It may not be glamorous, or popular, or even very creative, but technical writing can indeed be a lucrative choice for freelancers: Forbes Magazine places it in the top ten “Best-Paying Jobs You Can Do from Anywhere.” Most of the other jobs were, unsurprisingly, in the medical field.
Author Jenna Goudreau touches on what appears to be the changing trend in how work is done – that is, from anywhere: “‘Younger workers don’t want to limit themselves to commuting and cubes,’ says Michael Haaren, cofounder and CEO of jobs website Rat Race Rebellion and coauthor of Work at Home Now. ‘Several trends support the prediction that working from anywhere will soon be the new norm.’” According to Goudreau, many big companies are “ramping up their hiring of anywhere workers” because it widens the applicant pool, saves real-estate costs, and reduces turnover: “employees become ironically loyal when offered their freedom,” Goudreau says.

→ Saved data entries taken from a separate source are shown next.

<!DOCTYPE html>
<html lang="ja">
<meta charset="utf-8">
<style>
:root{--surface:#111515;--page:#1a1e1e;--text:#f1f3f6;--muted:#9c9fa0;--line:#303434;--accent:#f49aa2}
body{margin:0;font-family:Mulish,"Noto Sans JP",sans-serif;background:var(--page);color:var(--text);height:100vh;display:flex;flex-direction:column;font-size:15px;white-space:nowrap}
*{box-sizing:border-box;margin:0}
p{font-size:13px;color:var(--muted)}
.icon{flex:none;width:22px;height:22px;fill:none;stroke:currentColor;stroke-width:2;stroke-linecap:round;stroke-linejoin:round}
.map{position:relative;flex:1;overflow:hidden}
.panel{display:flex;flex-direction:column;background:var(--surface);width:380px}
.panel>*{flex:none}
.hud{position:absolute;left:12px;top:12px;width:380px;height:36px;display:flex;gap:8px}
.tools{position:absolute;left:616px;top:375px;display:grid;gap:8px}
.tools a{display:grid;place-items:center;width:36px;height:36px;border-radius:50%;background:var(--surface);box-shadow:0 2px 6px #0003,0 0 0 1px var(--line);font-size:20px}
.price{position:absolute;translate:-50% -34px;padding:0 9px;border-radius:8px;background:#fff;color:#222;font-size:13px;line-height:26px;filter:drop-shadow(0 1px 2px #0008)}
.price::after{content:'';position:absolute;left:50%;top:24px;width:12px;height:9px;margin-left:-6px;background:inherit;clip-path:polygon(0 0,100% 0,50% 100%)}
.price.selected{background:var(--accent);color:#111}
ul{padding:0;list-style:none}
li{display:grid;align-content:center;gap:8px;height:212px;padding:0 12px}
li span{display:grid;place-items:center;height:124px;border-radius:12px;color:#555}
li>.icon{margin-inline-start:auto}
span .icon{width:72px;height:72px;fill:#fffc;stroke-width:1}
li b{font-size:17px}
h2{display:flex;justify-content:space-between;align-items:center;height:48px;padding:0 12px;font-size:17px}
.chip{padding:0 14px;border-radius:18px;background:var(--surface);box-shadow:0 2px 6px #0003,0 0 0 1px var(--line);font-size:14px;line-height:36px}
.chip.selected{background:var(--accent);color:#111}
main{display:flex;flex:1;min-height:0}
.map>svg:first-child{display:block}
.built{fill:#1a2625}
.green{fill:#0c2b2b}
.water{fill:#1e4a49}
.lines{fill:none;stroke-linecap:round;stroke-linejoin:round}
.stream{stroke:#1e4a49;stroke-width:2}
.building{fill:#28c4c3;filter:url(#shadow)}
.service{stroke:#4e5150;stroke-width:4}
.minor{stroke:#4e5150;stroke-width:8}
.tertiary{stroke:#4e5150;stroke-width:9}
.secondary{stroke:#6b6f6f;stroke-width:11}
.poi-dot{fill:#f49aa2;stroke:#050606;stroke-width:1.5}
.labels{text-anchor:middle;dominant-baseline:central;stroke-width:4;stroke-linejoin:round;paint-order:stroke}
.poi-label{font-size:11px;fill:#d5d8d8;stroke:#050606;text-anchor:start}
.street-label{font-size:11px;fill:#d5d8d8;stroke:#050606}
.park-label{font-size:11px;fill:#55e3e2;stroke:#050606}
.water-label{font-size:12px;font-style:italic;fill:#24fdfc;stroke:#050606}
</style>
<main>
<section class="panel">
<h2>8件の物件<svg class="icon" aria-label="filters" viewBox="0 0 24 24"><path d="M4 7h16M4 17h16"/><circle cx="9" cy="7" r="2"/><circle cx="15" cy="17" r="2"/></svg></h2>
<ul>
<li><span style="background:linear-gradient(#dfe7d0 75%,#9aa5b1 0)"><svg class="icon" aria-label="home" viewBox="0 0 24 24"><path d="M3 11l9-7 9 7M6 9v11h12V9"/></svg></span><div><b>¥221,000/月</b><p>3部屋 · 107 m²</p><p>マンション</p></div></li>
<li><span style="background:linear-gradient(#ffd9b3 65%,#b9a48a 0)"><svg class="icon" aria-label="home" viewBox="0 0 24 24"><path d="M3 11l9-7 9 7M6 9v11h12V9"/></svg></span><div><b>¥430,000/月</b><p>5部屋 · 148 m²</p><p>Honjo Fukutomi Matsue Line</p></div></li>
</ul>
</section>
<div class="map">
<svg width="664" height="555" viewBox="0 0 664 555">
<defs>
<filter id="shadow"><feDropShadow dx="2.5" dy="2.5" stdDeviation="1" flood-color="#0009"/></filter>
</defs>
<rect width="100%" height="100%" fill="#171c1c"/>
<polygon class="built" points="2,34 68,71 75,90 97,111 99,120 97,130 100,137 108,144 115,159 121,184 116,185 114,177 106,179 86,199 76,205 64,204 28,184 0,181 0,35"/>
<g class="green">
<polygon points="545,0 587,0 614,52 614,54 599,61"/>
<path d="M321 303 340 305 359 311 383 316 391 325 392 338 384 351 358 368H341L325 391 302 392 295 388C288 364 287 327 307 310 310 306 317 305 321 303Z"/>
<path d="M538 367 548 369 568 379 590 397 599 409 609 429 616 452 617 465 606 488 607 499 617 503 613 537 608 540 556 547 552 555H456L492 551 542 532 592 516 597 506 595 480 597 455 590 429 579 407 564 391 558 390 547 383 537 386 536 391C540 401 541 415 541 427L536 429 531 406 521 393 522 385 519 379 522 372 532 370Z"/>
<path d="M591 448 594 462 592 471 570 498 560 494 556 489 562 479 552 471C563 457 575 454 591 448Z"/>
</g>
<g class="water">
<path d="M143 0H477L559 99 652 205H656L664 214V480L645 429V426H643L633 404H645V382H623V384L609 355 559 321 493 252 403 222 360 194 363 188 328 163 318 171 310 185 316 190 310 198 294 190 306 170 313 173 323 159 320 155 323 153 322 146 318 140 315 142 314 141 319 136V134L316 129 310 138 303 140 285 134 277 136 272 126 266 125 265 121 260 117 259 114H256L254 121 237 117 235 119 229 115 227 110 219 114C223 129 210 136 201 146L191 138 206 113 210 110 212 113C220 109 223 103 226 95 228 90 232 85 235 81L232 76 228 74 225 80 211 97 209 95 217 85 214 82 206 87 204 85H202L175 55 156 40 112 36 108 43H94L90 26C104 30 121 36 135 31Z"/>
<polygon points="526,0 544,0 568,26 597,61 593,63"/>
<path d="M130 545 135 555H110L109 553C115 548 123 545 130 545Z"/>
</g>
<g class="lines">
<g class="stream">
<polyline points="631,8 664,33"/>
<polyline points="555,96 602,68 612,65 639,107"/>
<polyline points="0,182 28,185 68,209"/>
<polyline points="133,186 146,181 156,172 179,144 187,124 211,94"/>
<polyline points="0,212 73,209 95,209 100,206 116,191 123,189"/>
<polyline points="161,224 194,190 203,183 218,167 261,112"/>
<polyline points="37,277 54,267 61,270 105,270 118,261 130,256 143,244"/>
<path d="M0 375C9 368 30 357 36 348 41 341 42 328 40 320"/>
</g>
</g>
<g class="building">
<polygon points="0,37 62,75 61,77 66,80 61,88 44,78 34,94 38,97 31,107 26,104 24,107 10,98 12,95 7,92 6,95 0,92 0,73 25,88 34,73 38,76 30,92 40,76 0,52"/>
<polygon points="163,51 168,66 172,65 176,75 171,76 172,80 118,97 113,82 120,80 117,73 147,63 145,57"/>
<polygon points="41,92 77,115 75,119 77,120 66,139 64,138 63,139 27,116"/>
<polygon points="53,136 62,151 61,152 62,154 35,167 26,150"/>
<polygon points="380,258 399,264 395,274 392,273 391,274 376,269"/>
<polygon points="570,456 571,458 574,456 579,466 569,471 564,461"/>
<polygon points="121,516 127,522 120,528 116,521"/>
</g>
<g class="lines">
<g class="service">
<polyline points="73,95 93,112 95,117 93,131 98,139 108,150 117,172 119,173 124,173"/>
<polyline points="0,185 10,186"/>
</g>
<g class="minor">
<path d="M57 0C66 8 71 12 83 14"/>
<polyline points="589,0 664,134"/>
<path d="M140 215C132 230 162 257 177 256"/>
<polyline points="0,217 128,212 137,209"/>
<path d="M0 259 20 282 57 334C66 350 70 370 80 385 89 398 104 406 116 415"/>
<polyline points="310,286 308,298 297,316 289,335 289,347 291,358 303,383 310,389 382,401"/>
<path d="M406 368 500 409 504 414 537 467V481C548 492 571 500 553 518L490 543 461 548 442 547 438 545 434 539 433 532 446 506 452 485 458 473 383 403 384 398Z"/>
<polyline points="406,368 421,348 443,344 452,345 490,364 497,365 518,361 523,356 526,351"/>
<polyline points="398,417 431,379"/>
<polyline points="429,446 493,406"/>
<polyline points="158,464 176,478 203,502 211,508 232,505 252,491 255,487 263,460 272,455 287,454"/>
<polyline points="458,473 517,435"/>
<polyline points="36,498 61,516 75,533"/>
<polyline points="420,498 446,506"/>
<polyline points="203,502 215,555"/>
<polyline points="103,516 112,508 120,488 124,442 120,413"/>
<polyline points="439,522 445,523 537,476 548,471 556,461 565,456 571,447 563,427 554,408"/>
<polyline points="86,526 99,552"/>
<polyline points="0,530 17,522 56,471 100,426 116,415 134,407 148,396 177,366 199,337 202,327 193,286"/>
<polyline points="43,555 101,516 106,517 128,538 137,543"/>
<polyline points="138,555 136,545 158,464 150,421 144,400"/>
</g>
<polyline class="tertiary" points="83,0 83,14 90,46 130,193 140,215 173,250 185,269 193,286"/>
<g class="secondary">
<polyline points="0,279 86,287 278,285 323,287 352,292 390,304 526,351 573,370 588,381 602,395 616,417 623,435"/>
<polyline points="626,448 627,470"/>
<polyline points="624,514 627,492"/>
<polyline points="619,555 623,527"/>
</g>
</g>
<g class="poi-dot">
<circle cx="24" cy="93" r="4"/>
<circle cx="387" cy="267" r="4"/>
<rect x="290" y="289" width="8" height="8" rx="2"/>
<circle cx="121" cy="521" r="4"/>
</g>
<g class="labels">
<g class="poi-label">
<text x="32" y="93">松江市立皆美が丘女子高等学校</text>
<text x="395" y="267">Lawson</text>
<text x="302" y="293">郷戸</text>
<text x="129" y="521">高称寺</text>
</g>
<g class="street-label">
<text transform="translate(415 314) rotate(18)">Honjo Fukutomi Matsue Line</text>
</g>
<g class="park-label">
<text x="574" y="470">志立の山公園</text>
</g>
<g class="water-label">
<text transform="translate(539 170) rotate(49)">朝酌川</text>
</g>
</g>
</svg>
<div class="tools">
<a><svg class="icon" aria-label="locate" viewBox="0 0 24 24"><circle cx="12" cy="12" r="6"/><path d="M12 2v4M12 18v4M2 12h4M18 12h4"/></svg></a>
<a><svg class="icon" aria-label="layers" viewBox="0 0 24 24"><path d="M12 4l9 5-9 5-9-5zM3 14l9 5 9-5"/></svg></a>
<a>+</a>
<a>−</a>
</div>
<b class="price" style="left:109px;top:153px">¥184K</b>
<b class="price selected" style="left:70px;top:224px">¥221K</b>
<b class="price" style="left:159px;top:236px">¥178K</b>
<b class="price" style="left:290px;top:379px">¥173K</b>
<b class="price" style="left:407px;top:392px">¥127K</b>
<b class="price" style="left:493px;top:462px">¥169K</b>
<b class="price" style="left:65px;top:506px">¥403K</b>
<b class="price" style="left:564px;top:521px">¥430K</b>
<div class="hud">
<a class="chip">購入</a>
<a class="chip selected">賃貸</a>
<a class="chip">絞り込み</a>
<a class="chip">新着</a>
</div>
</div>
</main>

They’re also more productive. My theory is that, especially among creative types like writers, being cooped up in offices and cubicles is stressful and disheartening, which plays havoc with our ability to be creative and productive. By being free to choose our surroundings (and clothing), we can concentrate on better on the task at hand. See my post on coffeeshop writing.
It’s also a boon to anyone with a family. Being able to telecommute often means a certain degree of flexibility with your work hours, which is the one thing working American parents so desperately need.
Well, I’ve wandered pretty far afield from technical writing, but my point is this: being able to write, and write on demand, is a valuable skill, and it seems to be getting even more valuable.